*YOUR OBJECTIVE*. When you reach a picture, pass over it; otherwise repeat the listing word for word.

*STUDY MATERIAL*.
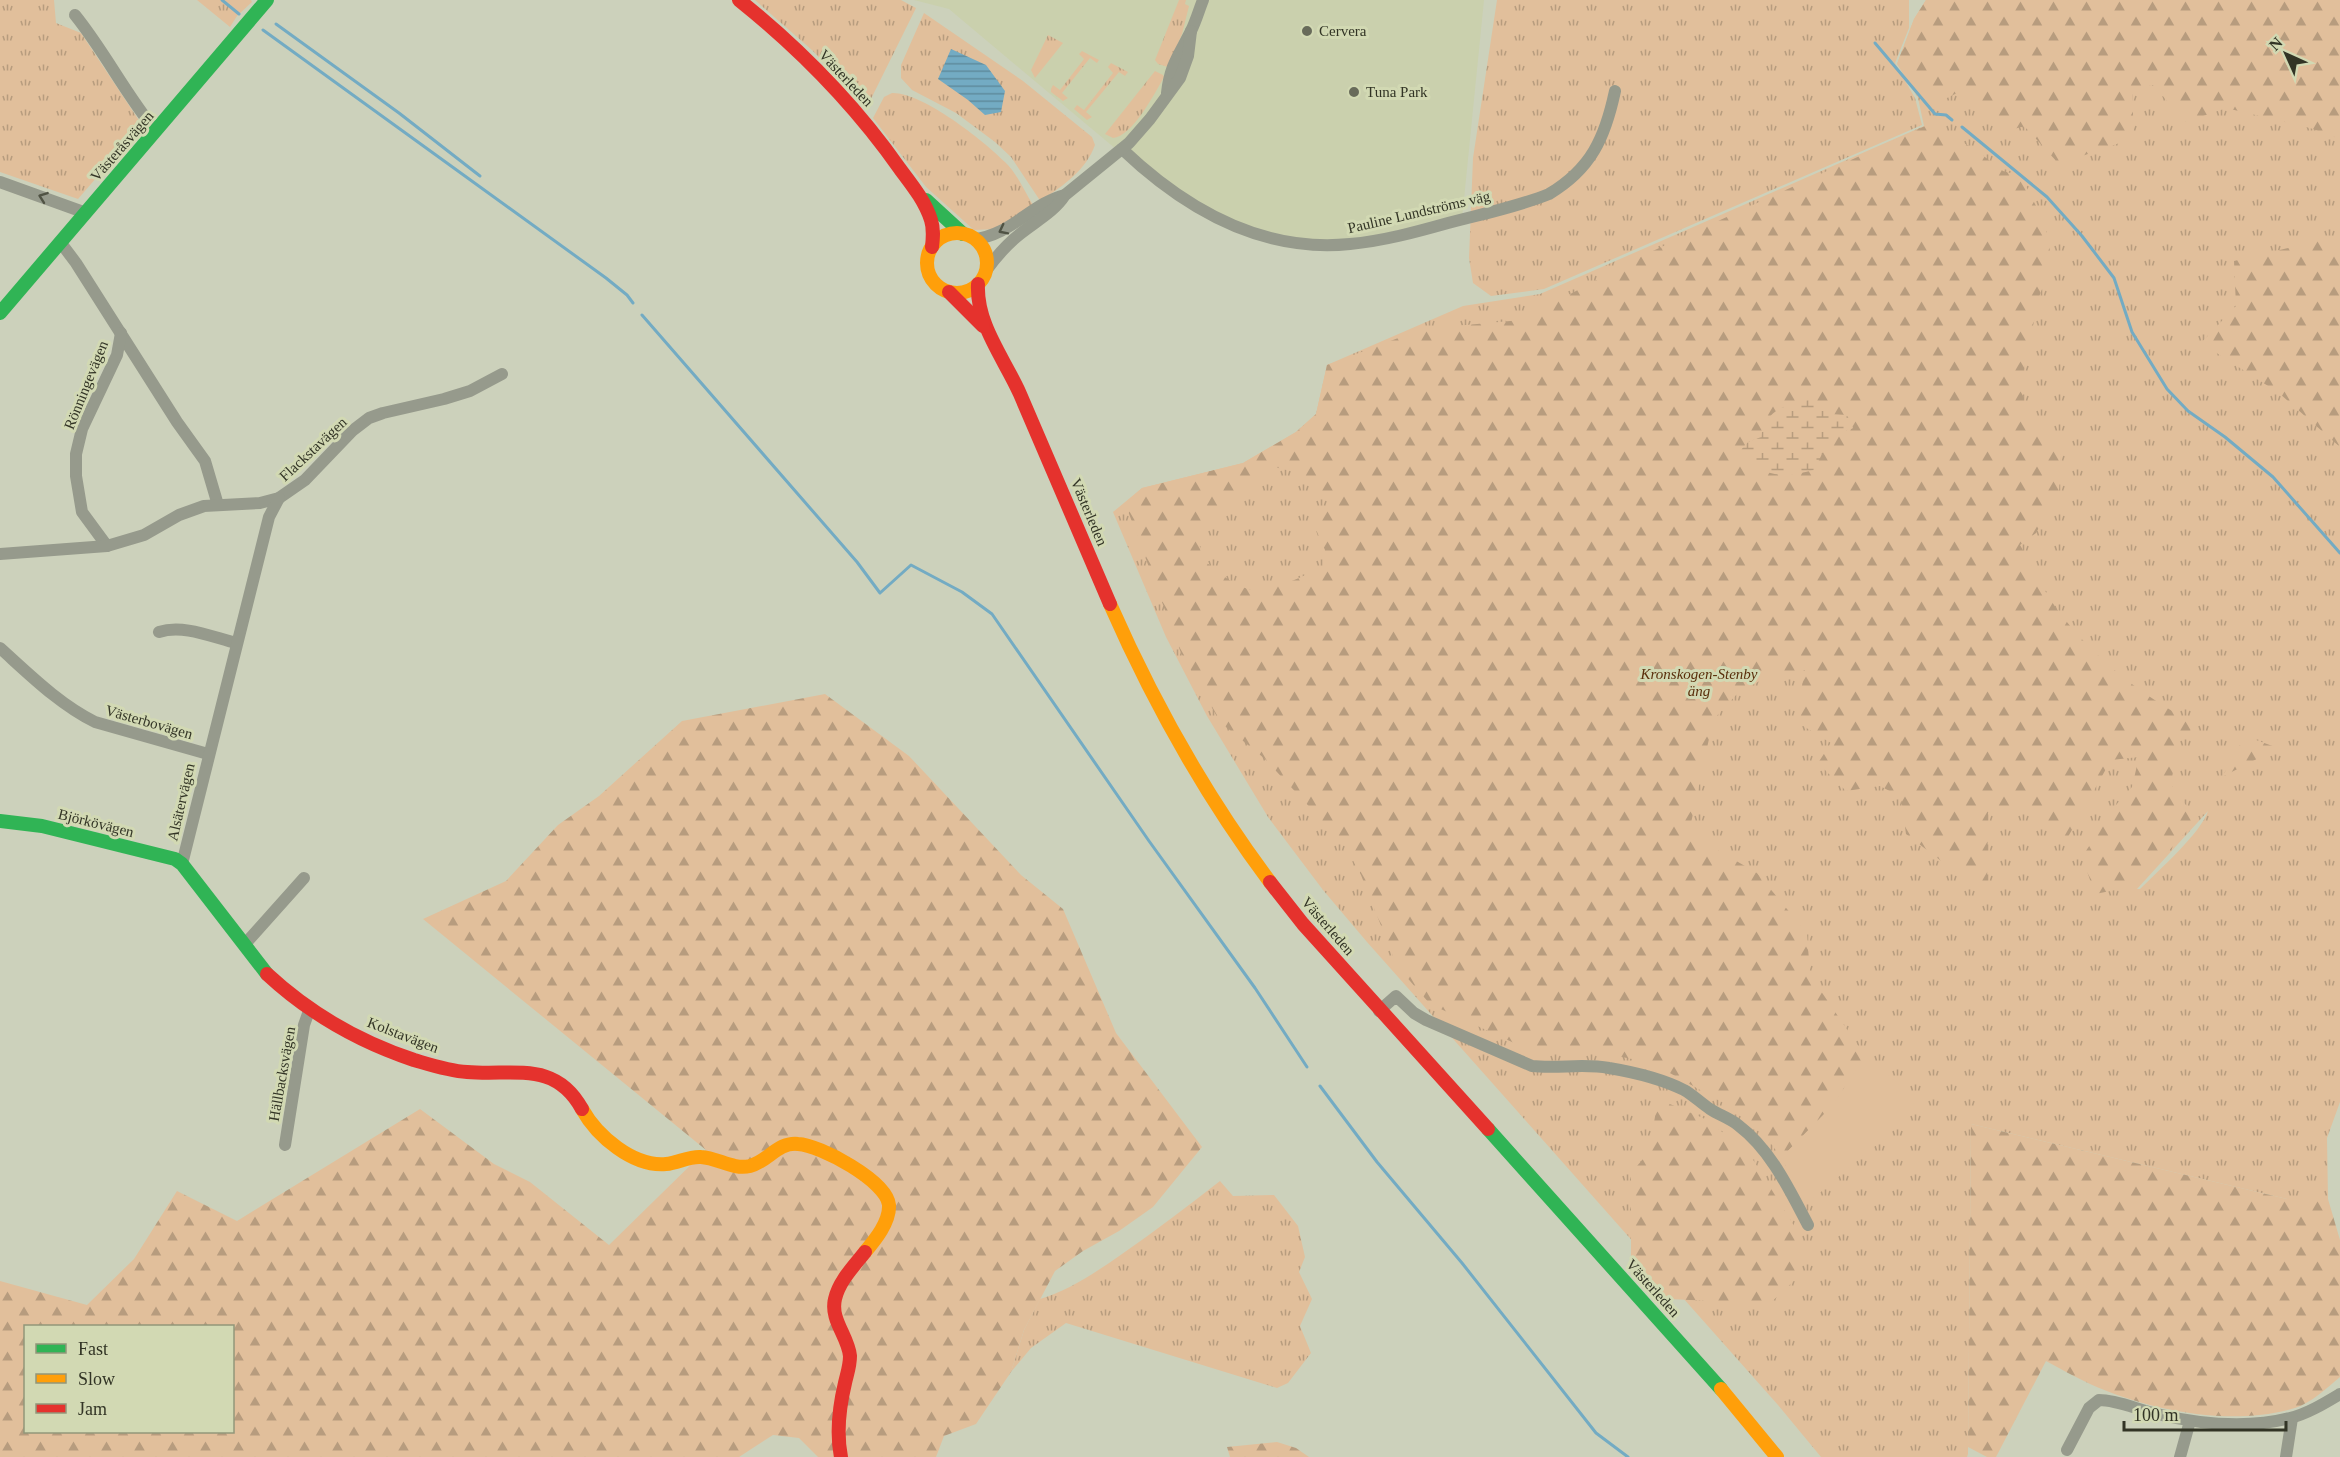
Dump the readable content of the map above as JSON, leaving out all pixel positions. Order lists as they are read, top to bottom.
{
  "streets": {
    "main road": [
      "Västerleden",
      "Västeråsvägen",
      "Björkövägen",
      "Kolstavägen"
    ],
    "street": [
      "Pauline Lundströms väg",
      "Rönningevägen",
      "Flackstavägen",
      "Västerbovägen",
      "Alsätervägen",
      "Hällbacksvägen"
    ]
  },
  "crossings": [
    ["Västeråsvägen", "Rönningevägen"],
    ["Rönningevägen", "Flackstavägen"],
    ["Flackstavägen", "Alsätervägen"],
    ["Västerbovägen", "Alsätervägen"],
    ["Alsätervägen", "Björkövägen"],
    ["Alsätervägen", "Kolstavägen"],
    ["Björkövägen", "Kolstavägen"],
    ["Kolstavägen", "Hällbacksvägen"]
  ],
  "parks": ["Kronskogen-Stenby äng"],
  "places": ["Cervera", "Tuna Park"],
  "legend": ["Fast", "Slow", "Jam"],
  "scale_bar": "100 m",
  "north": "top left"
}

*ANSWER AREA*.
Dump the readable content of the map above as JSON, leaving out all pixel positions. Order lists as they are read, top to bottom.
{
  "streets": {
    "main road": [
      "Västerleden",
      "Västeråsvägen",
      "Björkövägen",
      "Kolstavägen"
    ],
    "street": [
      "Pauline Lundströms väg",
      "Rönningevägen",
      "Flackstavägen",
      "Västerbovägen",
      "Alsätervägen",
      "Hällbacksvägen"
    ]
  },
  "crossings": [
    ["Västeråsvägen", "Rönningevägen"],
    ["Rönningevägen", "Flackstavägen"],
    ["Flackstavägen", "Alsätervägen"],
    ["Västerbovägen", "Alsätervägen"],
    ["Alsätervägen", "Björkövägen"],
    ["Alsätervägen", "Kolstavägen"],
    ["Björkövägen", "Kolstavägen"],
    ["Kolstavägen", "Hällbacksvägen"]
  ],
  "parks": ["Kronskogen-Stenby äng"],
  "places": ["Cervera", "Tuna Park"],
  "legend": ["Fast", "Slow", "Jam"],
  "scale_bar": "100 m",
  "north": "top left"
}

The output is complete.